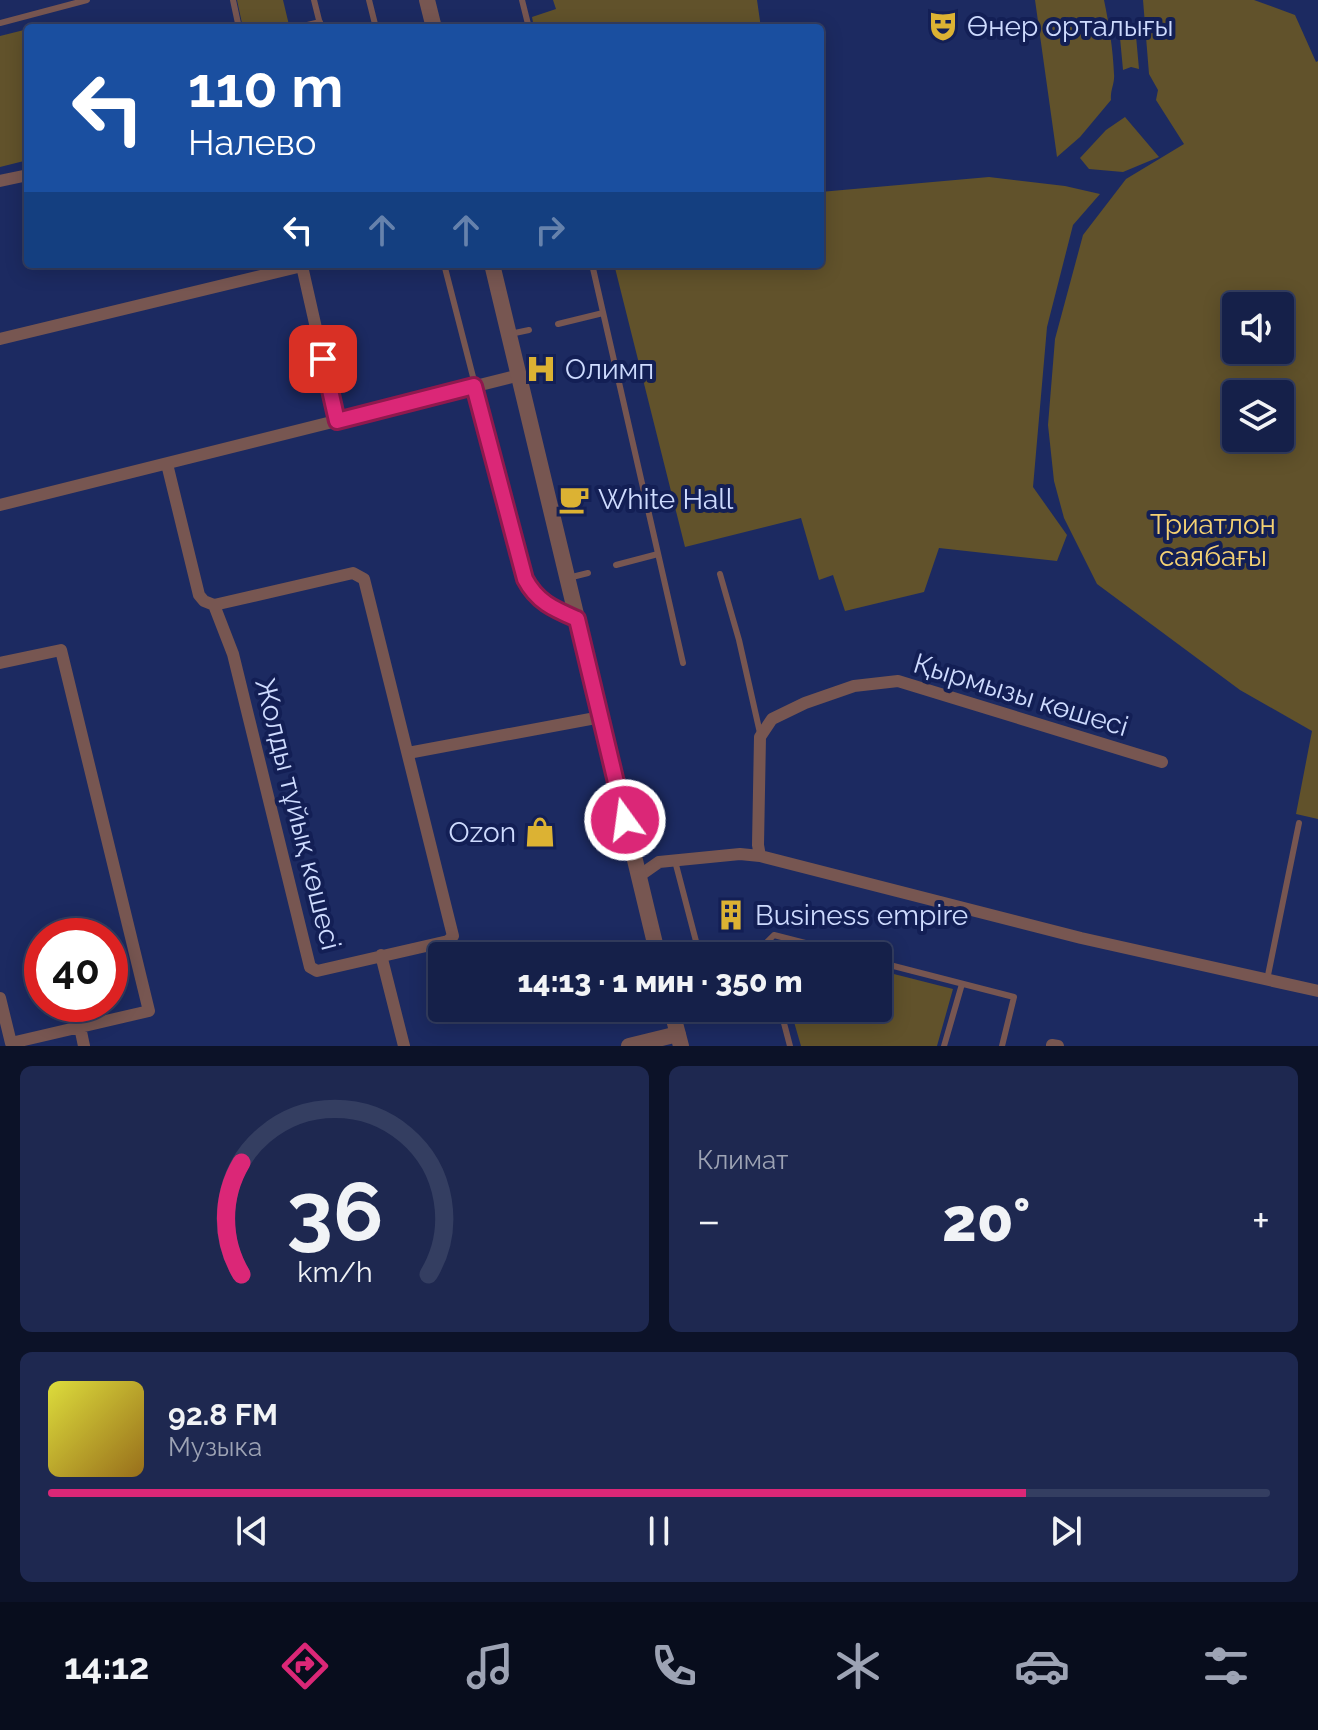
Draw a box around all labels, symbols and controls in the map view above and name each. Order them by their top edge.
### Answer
theatre icon: Өнер орталығы [926,9,960,43]
place label: Өнер орталығы [967,10,1173,43]
text: 110 m [188,54,343,120]
icon: left [56,56,160,160]
text: Налево [188,121,316,163]
icon: left [276,208,320,252]
icon: ahead [360,208,404,252]
icon: ahead [444,208,488,252]
icon: right [528,208,572,252]
map controls [1222,292,1294,452]
button: sound [1222,292,1294,364]
pin [289,325,357,393]
icon: arrive [301,337,345,381]
hospital icon: Олимп [524,352,558,386]
place label: Олимп [565,353,654,386]
button: layers [1222,380,1294,452]
cafe icon: White Hall [557,482,591,516]
place label: White Hall [598,483,734,516]
park label: Триатлон саябағы [1150,508,1276,573]
street label: Қырмызы көшесі [910,647,1132,743]
street label: Жолды тұйық көшесі [248,675,348,953]
position arrow [583,778,667,862]
shop icon: Ozon [523,815,557,849]
place label: Ozon [449,816,516,849]
building icon: Business empire [714,898,748,932]
place label: Business empire [755,899,968,932]
speed limit sign: 40 [24,918,128,1022]
text: 14:13 · 1 мин · 350 m [518,964,802,999]
text: Климат [697,1145,788,1175]
text: 36 [286,1163,383,1260]
text: 20° [942,1185,1030,1255]
text: − [697,1195,721,1246]
text: + [1252,1195,1270,1246]
text: km/h [297,1255,372,1289]
text: 92.8 FM [168,1397,278,1432]
text: Музыка [168,1432,262,1462]
icon: previous [230,1509,274,1553]
icon: pause [637,1509,681,1553]
icon: next [1044,1509,1088,1553]
icon: directions [277,1638,333,1694]
icon: music [462,1638,518,1694]
icon: phone [646,1638,702,1694]
icon: climate [830,1638,886,1694]
icon: car [1014,1638,1070,1694]
icon: filters [1198,1638,1254,1694]
text: 14:12 [64,1645,149,1687]

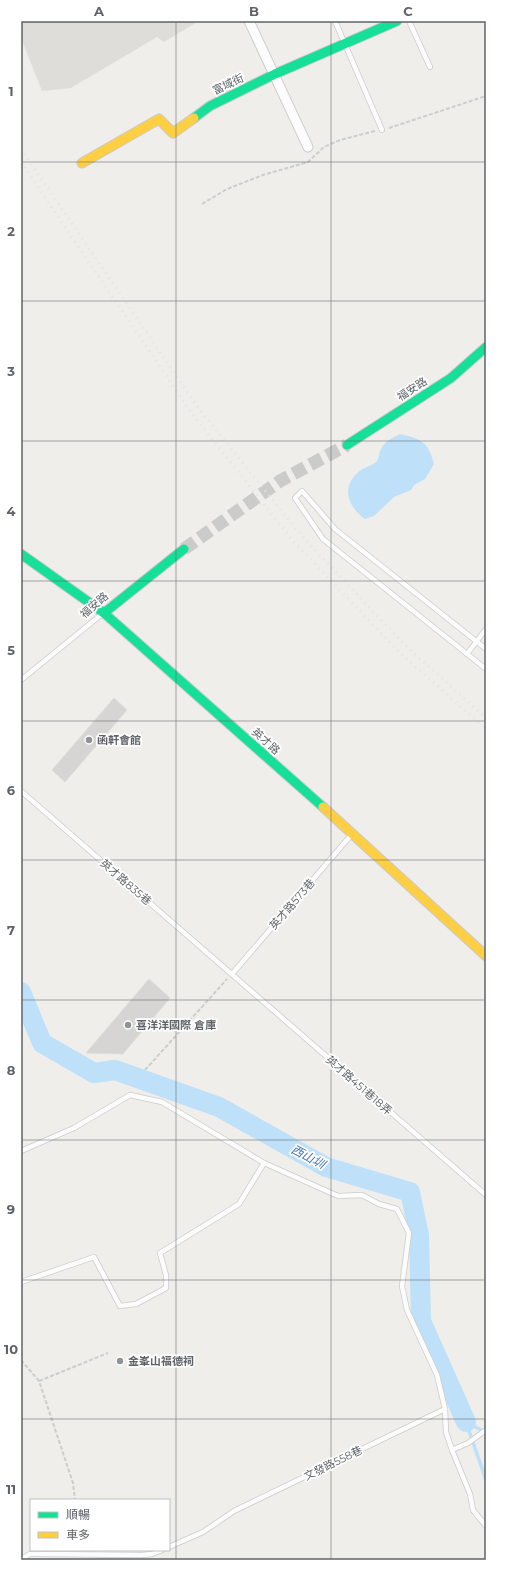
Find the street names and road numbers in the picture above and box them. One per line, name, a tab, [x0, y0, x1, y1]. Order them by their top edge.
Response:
street label: 富域街	[210, 70, 246, 98]
street label: 福安路	[394, 374, 430, 404]
street label: 福安路	[77, 589, 111, 621]
street label: 英才路	[249, 725, 283, 757]
street label: 英才路835巷	[98, 856, 154, 908]
street label: 英才路573巷	[266, 876, 318, 932]
street label: 英才路451巷18弄	[323, 1052, 395, 1118]
street label: 文發路558巷	[301, 1443, 365, 1483]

★ ★ ★ ★

About this task -> Your task is to copy each line of the listing that holds the word "White".

Response to this exercise ->
cafe icon: White Hall [557,482,591,516]
place label: White Hall [598,483,734,516]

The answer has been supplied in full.